*** Block opens ***
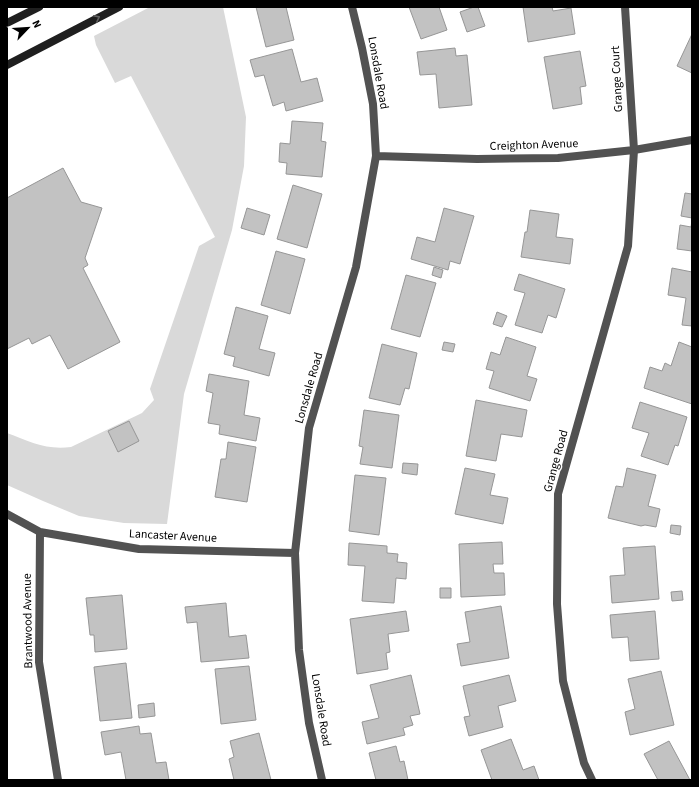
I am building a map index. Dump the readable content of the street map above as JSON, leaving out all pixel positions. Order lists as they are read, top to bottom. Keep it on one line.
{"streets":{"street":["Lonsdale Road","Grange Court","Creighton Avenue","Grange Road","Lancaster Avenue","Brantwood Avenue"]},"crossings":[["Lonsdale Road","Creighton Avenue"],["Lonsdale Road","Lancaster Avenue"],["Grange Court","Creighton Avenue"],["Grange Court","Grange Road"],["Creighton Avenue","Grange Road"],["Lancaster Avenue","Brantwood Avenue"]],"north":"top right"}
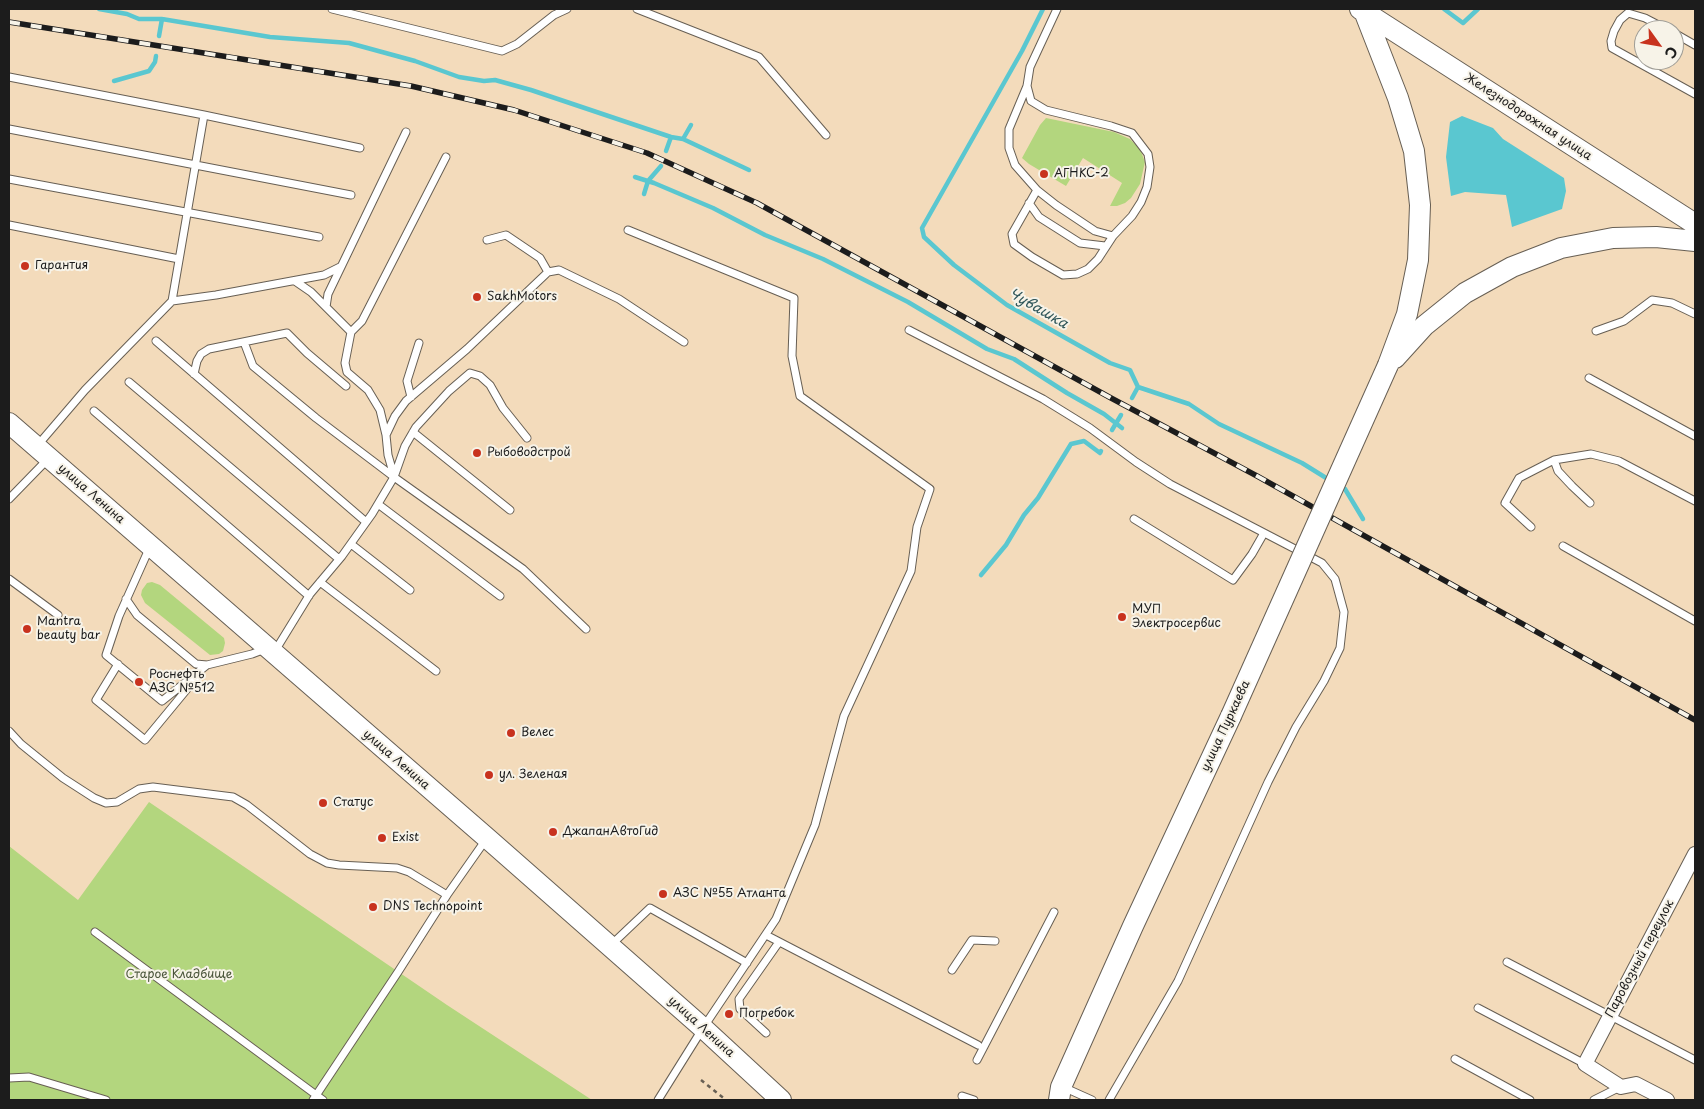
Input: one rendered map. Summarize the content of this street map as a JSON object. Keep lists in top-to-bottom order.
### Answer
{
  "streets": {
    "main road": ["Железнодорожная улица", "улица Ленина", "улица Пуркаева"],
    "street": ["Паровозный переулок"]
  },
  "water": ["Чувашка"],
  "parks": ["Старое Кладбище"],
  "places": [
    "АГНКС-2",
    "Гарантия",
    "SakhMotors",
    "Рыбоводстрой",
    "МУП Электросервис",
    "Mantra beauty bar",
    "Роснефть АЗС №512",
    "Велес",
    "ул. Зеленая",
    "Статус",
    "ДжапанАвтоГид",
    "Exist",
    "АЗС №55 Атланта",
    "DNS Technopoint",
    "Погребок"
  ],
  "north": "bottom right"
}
*** Block closes ***
*** Block opens ***
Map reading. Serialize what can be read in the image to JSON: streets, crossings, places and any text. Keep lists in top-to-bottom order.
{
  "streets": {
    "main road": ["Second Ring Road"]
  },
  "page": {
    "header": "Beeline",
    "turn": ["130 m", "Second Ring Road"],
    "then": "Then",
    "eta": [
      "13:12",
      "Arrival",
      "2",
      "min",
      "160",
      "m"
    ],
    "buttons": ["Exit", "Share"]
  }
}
*** Block closes ***
- [WHAT YOU ARE ASKED TO DO]: Your reply is to be an exact repeat of the listing above from the line holding "I am building" down to the line holding "Input: one rendered", ends included, pictures excluded.

- [TASK OUTPUT]:
I am building a map index. Dump the readable content of the street map above as JSON, leaving out all pixel positions. Order lists as they are read, top to bottom. Keep it on one line.
{"streets":{"street":["Lonsdale Road","Grange Court","Creighton Avenue","Grange Road","Lancaster Avenue","Brantwood Avenue"]},"crossings":[["Lonsdale Road","Creighton Avenue"],["Lonsdale Road","Lancaster Avenue"],["Grange Court","Creighton Avenue"],["Grange Court","Grange Road"],["Creighton Avenue","Grange Road"],["Lancaster Avenue","Brantwood Avenue"]],"north":"top right"}
Input: one rendered map. Summarize the content of this street map as a JSON object. Keep lists in top-to-bottom order.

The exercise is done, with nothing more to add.